EID means different things to different people. Apart from a celebration of the successful end to the month of Ramazan, a period of abstinence, prayer and sacrifice, some identify it with ‘sheer khurma’; others, children in particular, with ‘Eidi’; and yet others with new clothes and family congregations.
I have heard the elderly in the family say ‘Eid to bachchon ki hoti hai (Eid is a festival for the children)’ but what would you say to Sachal, just about four, who was six months old when his father went ‘missing’ while on a trip to the mountainous north of the country? That was in August 2018.
Sachal’s father — filmmaker, poet, vocal human rights activist and journalist Mudassar Naaru — was on holiday with his family in the picturesque north when he disappeared without a trace.
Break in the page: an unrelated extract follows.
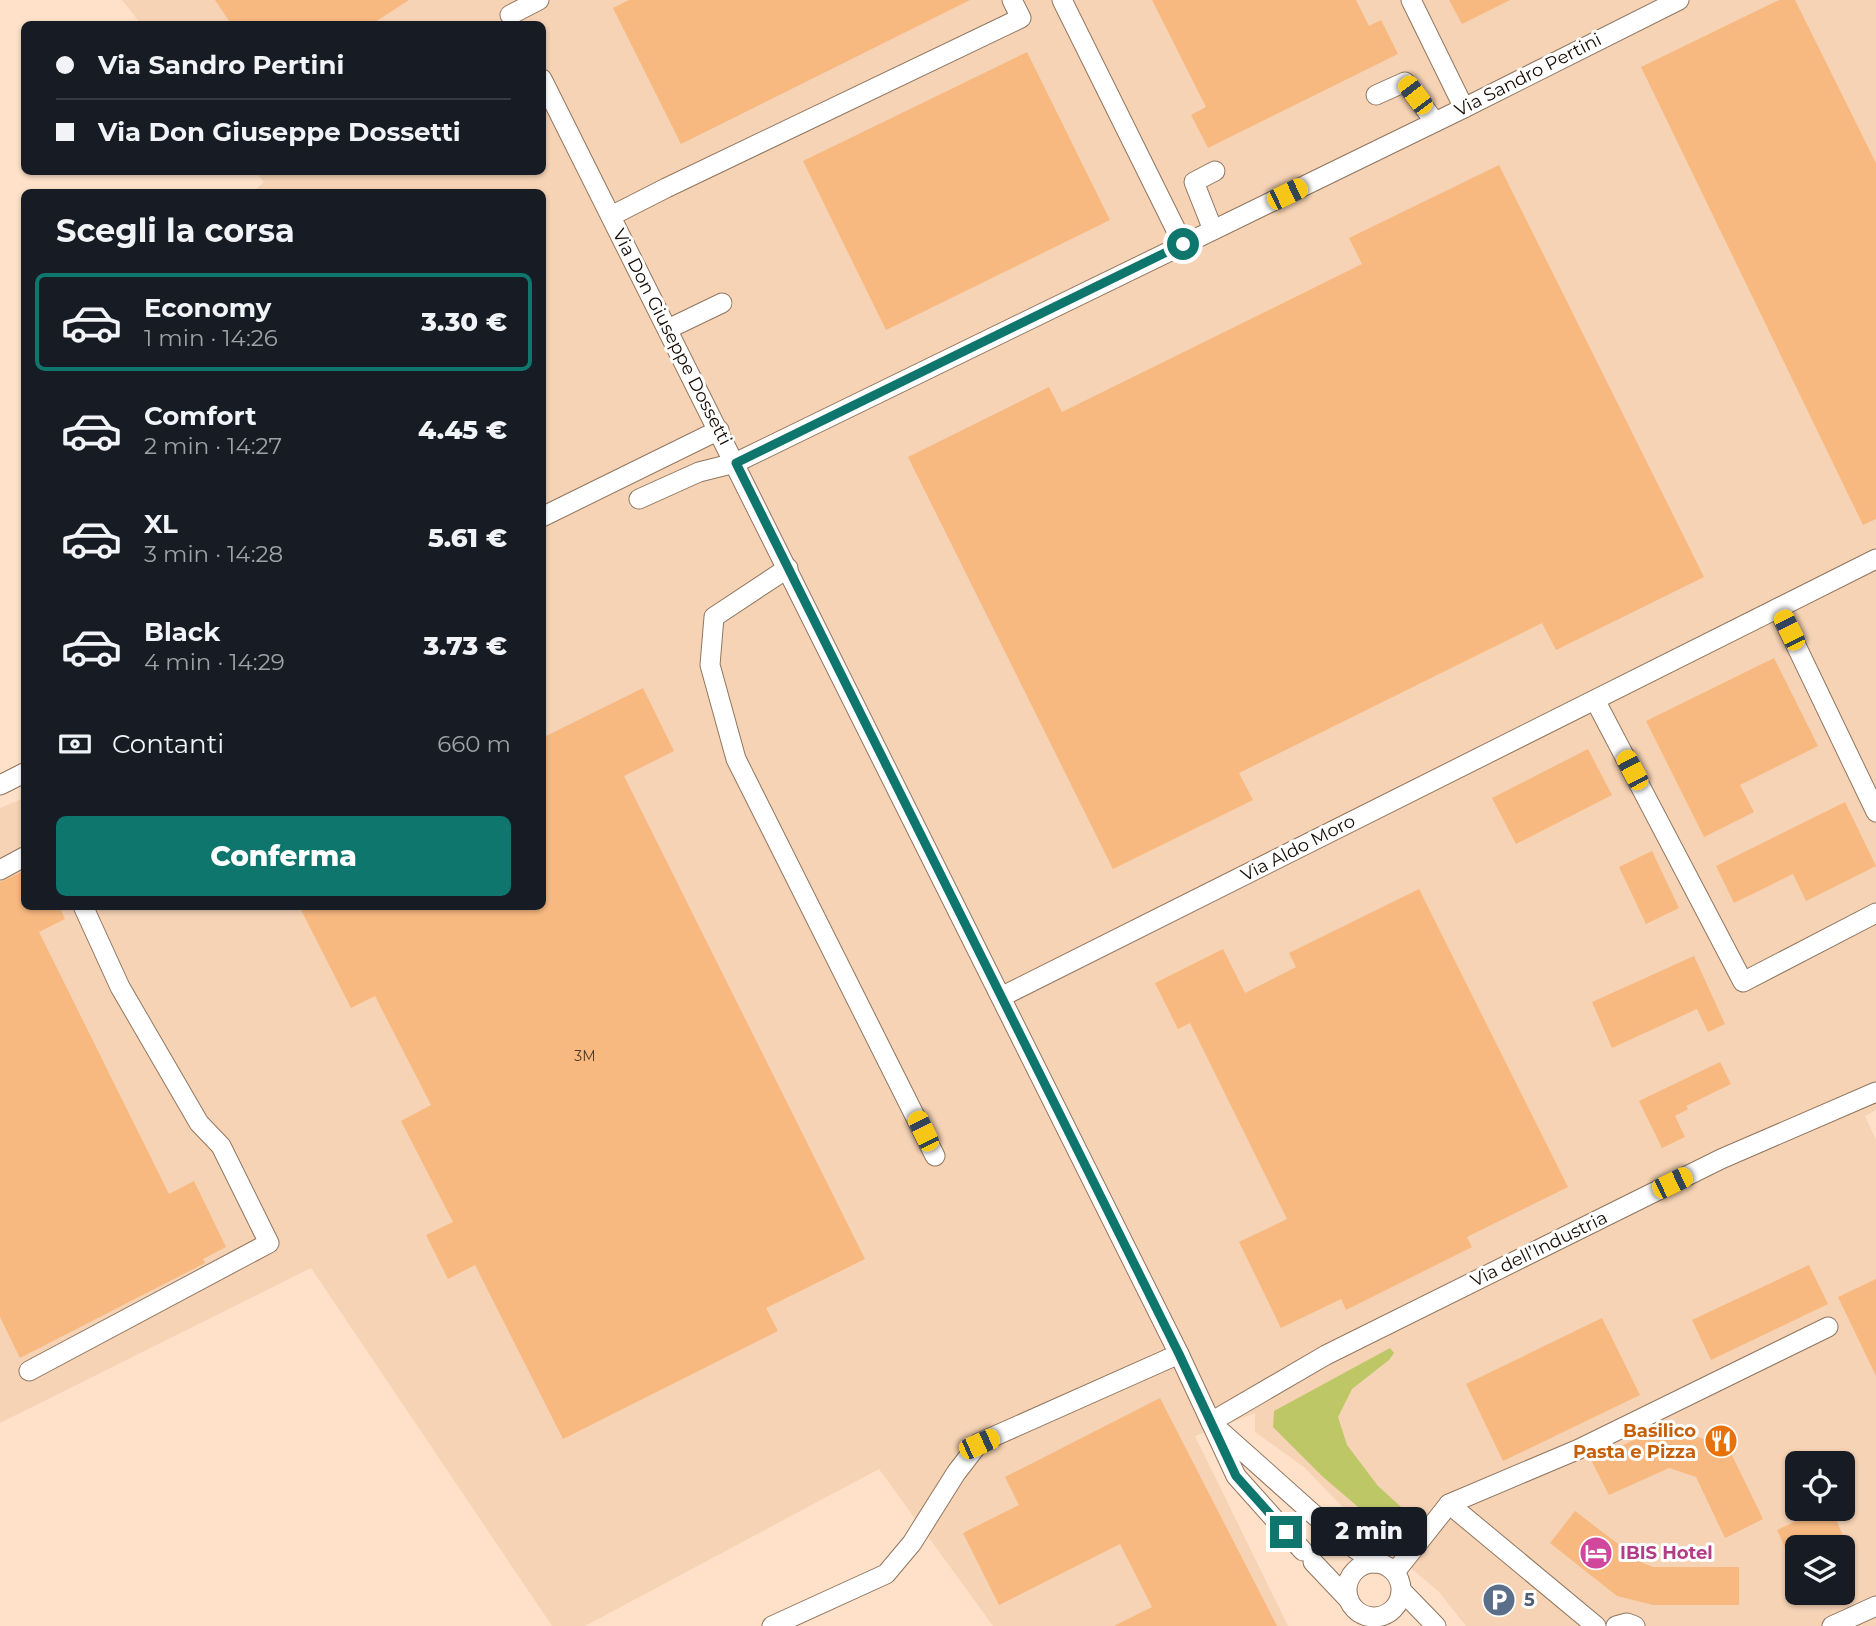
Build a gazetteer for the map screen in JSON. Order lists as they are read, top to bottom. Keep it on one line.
{"streets":{"street":["Via Sandro Pertini","Via Don Giuseppe Dossetti","Via Aldo Moro","Via dell’Industria"]},"crossings":[["Via Sandro Pertini","Via Don Giuseppe Dossetti"],["Via Don Giuseppe Dossetti","Via Aldo Moro"],["Via Don Giuseppe Dossetti","Via dell’Industria"]],"places":{"restaurant":["Basilico Pasta e Pizza"],"hotel":["IBIS Hotel"],"parking":["5"]},"house_numbers":["3M"],"page":{"banner":["Via Sandro Pertini","Via Don Giuseppe Dossetti"],"heading":"Scegli la corsa","list":[{"name":"Economy","note":"1 min · 14:26","value":"3.30 €"},{"name":"Comfort","note":"2 min · 14:27","value":"4.45 €"},{"name":"XL","note":"3 min · 14:28","value":"5.61 €"},{"name":"Black","note":"4 min · 14:29","value":"3.73 €"}],"pay":["Contanti","660 m"],"buttons":"Conferma","bubble":"2 min"}}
The police were reluctant to even register a case but eventually did two months after his disappearance. Of course, after the commission on missing persons was approached. He went missing on Aug 20, 2018, the FIR was registered on Nov 22, 2018. This was all that the commission could accomplish as it failed to recover Naaru.
Sadaf Chughtai, his wife, herself a rights activist and artist, campaigned tirelessly for three and a half years to find her husband but to no avail. Side by side with campaigning to find her missing husband, she also worked to provide for her son and herself. She finally told a friend she was losing heart after the Ministry of Defence told the Islamabad High Court earlier this month that Naaru was not in ISI or MI custody.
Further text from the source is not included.